• Question: When you turn the sugar in water in a particular direction, it dissolves the sugar, why not back when flipping in the other direction.

    Asked by funnymangohead to Cesar, Emily, Jamie, Kate, Philippa on 22 Jun 2011.
    • Photo: Jamie Gallagher

      Jamie Gallagher answered on 22 Jun 2011:


      Hey, another chemistry question! yay!

      dissolving sugar (which is little crystals!) in sugar. You can stir in any direction and it will still dissolve. The sugar and the water doesnt actually know what way it is going. To dissolve the sugar we need the water particles to hit the side of the sugar and tear a little piece off. If we stir the water then we make more of the particles of water hit the surface of the sugar crystals and it will all dissapear quickly.

      Once something is dissolved it can be a bit more difficult to get it back. For sugar the easiest way would be to get rid of all the water. If you heat the water slowly and gently the water will evaporate but the heavy sugar willl stay in the container. Eventually when all the water is gone only the sugar will be left.

      Hope that answers your question, if not- just give me a shout!

    • Photo: Cesar Lopez-Monsalvo

      Cesar Lopez-Monsalvo answered on 22 Jun 2011:


      Hey!!

      There has not been many questions around. I will give a different view from Jamie’s answer. It has to do with the flow of time.

      So, say you are given two videos to watch in two screens (left and right). One stars with unstirred water with sugar at the bottom, and the other one with something that seems plain water (maybe sweet). Then you play both videos and observe what happens. In the first one, someone stirs the fluid, say clockwise, until the sugar is completely dissolved. In the other video you see someone stirring the water in the opposite direction (anti-clockwise) and suddenly you notice than some crystals start forming until they condensed at the bottom. Suppose both videos have the same duration. You see the last frame and notice that it looks just as before you started playing just that they have swapped screens.
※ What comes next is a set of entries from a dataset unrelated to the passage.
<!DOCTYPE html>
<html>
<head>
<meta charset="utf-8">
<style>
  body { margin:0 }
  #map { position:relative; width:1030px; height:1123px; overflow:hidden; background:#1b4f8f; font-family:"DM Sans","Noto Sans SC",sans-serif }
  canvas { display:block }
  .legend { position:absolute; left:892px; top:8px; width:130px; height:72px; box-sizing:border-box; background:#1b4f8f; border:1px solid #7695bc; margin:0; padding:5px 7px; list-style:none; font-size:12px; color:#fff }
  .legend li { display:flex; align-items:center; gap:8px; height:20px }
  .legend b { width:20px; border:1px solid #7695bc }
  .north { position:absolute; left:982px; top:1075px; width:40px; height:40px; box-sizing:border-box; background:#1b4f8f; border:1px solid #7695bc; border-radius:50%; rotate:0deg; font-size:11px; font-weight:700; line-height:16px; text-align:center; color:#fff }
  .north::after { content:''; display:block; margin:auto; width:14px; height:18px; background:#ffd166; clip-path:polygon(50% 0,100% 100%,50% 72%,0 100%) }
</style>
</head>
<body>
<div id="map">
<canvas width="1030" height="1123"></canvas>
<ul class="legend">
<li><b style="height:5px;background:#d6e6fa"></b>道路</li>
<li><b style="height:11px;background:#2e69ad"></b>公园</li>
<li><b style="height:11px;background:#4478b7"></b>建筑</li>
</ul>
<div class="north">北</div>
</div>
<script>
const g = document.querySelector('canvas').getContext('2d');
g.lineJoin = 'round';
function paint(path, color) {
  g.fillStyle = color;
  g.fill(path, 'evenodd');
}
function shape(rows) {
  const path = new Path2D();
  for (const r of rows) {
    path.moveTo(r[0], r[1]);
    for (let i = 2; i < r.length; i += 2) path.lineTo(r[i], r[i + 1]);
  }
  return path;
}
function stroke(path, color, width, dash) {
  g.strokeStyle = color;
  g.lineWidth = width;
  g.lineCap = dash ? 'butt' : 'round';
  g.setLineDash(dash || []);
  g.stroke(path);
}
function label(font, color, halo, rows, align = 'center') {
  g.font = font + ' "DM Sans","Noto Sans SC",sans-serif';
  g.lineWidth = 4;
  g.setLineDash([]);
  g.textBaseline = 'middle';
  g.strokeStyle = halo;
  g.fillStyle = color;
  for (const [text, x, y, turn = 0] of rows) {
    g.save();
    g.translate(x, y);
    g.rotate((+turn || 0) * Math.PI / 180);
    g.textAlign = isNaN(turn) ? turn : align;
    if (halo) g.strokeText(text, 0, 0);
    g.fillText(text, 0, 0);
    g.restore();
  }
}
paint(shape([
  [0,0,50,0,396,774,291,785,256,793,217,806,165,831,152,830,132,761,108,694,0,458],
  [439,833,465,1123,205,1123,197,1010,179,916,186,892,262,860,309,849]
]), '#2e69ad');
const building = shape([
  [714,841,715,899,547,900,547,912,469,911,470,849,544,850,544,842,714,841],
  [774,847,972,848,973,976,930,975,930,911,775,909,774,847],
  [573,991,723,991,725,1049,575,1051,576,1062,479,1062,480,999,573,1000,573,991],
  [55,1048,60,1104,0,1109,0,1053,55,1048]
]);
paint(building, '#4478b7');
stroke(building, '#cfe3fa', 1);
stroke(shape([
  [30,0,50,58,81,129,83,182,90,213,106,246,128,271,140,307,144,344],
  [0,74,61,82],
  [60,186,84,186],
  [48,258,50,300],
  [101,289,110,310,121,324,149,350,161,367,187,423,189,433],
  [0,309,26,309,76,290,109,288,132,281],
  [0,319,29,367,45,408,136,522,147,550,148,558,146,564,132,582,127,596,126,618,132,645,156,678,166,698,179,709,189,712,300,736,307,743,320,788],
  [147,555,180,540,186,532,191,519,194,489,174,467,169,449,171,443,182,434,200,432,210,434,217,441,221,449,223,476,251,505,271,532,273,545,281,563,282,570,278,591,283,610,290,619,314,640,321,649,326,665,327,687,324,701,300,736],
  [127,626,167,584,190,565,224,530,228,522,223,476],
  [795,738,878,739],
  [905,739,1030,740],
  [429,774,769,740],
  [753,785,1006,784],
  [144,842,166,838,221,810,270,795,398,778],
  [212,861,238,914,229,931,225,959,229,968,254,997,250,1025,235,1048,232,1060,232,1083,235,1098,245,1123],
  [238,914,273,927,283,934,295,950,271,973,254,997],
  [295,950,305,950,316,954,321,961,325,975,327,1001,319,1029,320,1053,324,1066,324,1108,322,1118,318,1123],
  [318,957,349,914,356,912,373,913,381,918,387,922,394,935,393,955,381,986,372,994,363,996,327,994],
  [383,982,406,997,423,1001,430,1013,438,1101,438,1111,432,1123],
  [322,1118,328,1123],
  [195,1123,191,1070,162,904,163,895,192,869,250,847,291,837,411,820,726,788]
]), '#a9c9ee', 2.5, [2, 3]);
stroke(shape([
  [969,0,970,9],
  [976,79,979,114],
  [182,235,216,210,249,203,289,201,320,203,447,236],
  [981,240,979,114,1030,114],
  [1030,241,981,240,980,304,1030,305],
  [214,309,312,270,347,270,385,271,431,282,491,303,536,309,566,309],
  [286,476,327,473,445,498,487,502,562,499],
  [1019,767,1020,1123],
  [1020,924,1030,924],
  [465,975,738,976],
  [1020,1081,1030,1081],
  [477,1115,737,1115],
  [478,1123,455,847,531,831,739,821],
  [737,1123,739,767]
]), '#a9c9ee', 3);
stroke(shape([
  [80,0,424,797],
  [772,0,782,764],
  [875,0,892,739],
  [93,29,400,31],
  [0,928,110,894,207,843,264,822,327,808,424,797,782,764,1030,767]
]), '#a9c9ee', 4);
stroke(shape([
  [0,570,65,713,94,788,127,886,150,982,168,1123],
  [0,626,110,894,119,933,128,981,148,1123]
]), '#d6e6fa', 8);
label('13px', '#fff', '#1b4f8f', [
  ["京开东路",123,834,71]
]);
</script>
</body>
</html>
      It wont take long before you discover that you saw the same video played in both screens, just that one was going forward in time, while the other one was played backwards….but how do you know? What makes you believe such thing? If everything you have are ALL the theories of physics to explain why do you know…well, you will find yourself in trouble.

      All our theories of physics happen to be “symmetric in time”. That means that if we change the sign of the time variable in every equation we have, what we get is physically allowed! …You may say, what about thermodynamics and the second law, is it not the case that entropy should increase? That is a partial answer…but the second law of thermodynamics is kind of an additional hypothesis to our physical theories, not a theory itself.

      So the way around to your question is, when we dissolve sugar in water, no matter which direction we stir, we go from an “ordered” state (you can “see” the crystals in the water) to a highly disordered state (the sugar is there but scrambled all around). The second law of thermodynamics tells us that it is basically impossible to go back to the previous stage “for free”. As Jamie pointed out, you can still recover the sugar content, but at the expense of heating the water and separating it from the sugar…and that “costs” much more than just stirring.

      The actual answer to your question, however, lies deeply in the roots of physics that we still do not understand. That is, what is the origin of the second law of thermodynamics – the thing that does not allow to recover the sugar just by stirring in the opposite direction (as in the thought video example)…what is the origin of the arrow of time?